Obwohl ich den Debütroman von Deniz Ohde „Streulicht“ wirklich geliebt habe und mir gleichzeitig das Anliegen der Autorin im vorliegenden Roman „Ich stelle mich schlafend“ - Frauen, denen Schuld, Scham und fehlende Abgrenzungsfähigkeit bezogen auf sexuelle Übergriffe über Generationen anerzogen werden - persönlich sehr wichtig ist und mich grundsätzlich sehr interessiert, konnte mich die Autorin diesmal nicht überzeugen.

Eine personale Erzählstimme folgt größtenteils Yasemin durch ihr Leben bis ins Alter von 35 Jahren. Dort beginnt auch der Roman, denn sie steht nicht nur vor einer Brache zwischen den Häuserblocks, in denen sie aufgewachsen ist, sondern scheinbar auch gleichzeitig vor den Trümmern ihres eigenen (Liebes-)Lebens.
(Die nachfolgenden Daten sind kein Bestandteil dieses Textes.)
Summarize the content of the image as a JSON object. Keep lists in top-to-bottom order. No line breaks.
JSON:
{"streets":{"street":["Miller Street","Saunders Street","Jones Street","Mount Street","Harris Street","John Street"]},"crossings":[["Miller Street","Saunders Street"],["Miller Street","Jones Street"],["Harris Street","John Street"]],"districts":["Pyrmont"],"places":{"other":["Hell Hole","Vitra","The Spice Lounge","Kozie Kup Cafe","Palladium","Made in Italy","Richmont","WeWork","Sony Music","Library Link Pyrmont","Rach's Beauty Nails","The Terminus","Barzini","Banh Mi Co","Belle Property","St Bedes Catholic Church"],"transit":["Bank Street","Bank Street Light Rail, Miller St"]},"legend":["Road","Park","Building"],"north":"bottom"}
Nach 20 Jahren traf sie ihre Jugendliebe Vito wieder, die schon damals nicht perfekt war, wie wir durch Rückblicke erfahren, und in der Gegenwart auch nicht besser wird.
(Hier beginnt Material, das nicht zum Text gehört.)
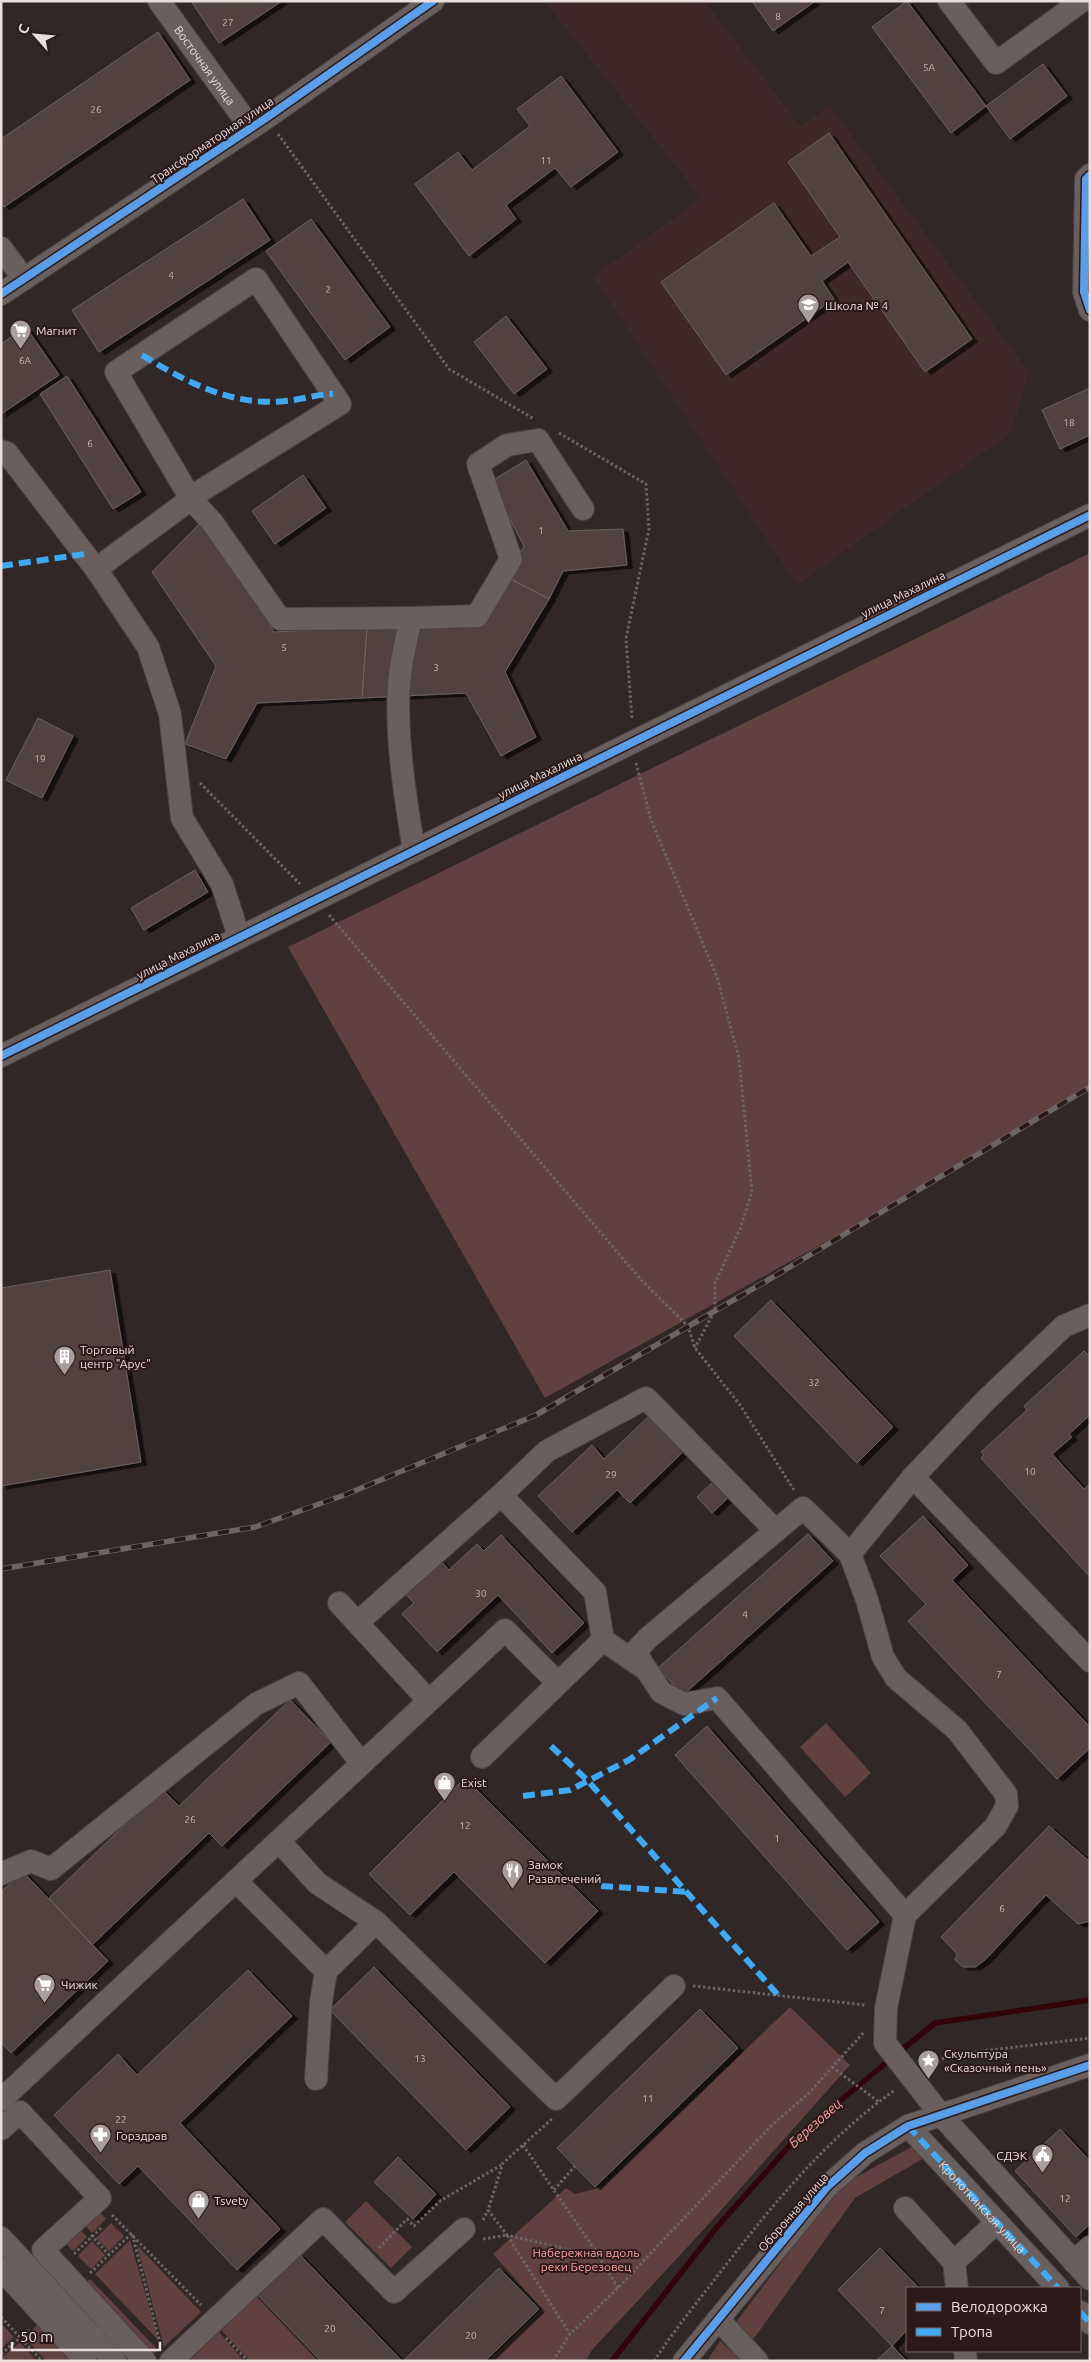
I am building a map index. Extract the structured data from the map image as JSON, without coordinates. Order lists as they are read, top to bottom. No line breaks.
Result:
{"streets":{"street":["Восточная улица","Трансформаторная улица","улица Махалина","Кропоткинская улица","Оборонная улица"]},"crossings":[["Восточная улица","Трансформаторная улица"],["Кропоткинская улица","Оборонная улица"]],"water":["Березовец"],"parks":["Набережная вдоль реки Березовец"],"places":{"school or university":["Школа № 4"],"supermarket":["Магнит","Чижик"],"building":["Торговый центр \"Арус\""],"shop":["Exist","Tsvety"],"restaurant":["Замок Развлечений"],"place":["Скульптура «Сказочный пень»"],"pharmacy":["Горздрав"],"public building":["СДЭК"]},"house_numbers":["8","27","5А","26","11","4","2","6А","18","6","1","5","3","19","32","10","29","30","4","7","26","12","1","6","13","11","22","12","7","20","20"],"legend":["Велодорожка","Тропа"],"scale_bar":"50 m","north":"top left"}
Schon der Einstieg in den Roman fiel mir unglaublich schwer. So kompliziert wird die Eingangsszene, in der Yasemin vor der Brache steht, beschrieben, dass ich das erste Kapitel gleich dreimal lesen musste, um überhaupt eine Ahnung davon zu bekommen, welches Haus jetzt nicht mehr steht und was mir die Autorin überhaupt damit sagen möchte. Besserte sich dann zwar der Lesefluss ein wenig, hatte ich weiterhin das Gefühl, dass häufig Formulierungen zu poetisch gewollt und nicht einem Zweck folgend angewendet wurden. Schon innerhalb der ersten 30 Seiten beschlich mich immer wieder das Gefühl, die Autorin wolle dringend einen gesellschaftskritischen Inhalt unterbringen, habe dafür aber nicht immer zwingend erzählerische Anlässe dafür. Das wirkte auf mich häufig holprig, inhomogen, wenig geschmeidig und aufgepfropft. Gerade zum Ende hin geht es mit der Autorin durch und die Erzählstimme, die dann in die Gedankenwelt von Yasemin rutscht, wird unglaublich erklärend und psychologisierend. So kommt es dann zu Sätzen wie beispielsweise diesen hier: „Aus dem Bedürfnis heraus, mich selbst zu bestrafen, habe ich Männername enttäuscht. Der Rausch meiner Verliebtheit bestand darin, endlich die Gewalt zu erfahren, die ich glaubte verdient zu haben. Ich bin in Vito gelaufen wie in ein offenes Messer. Ich habe geglaubt, in ihm ein neues Leben zu finden, dabei war es Vernichtung, die ich mir in Wirklichkeit erhoffte.“ Ganz ehrlich, wer denkt denn so, außer er bzw. sie kommt gerade aus einer psychotherapeutischen Sitzung, in der über zehn Stunden hinweg an dieser Erkenntnis gearbeitet wurde? Aber auch schon sehr frühe Ereignisse in der Kindheit Yasemins werden von der da noch personalen Erzählstimme immer gleich mit einer Deutung aufgeladen.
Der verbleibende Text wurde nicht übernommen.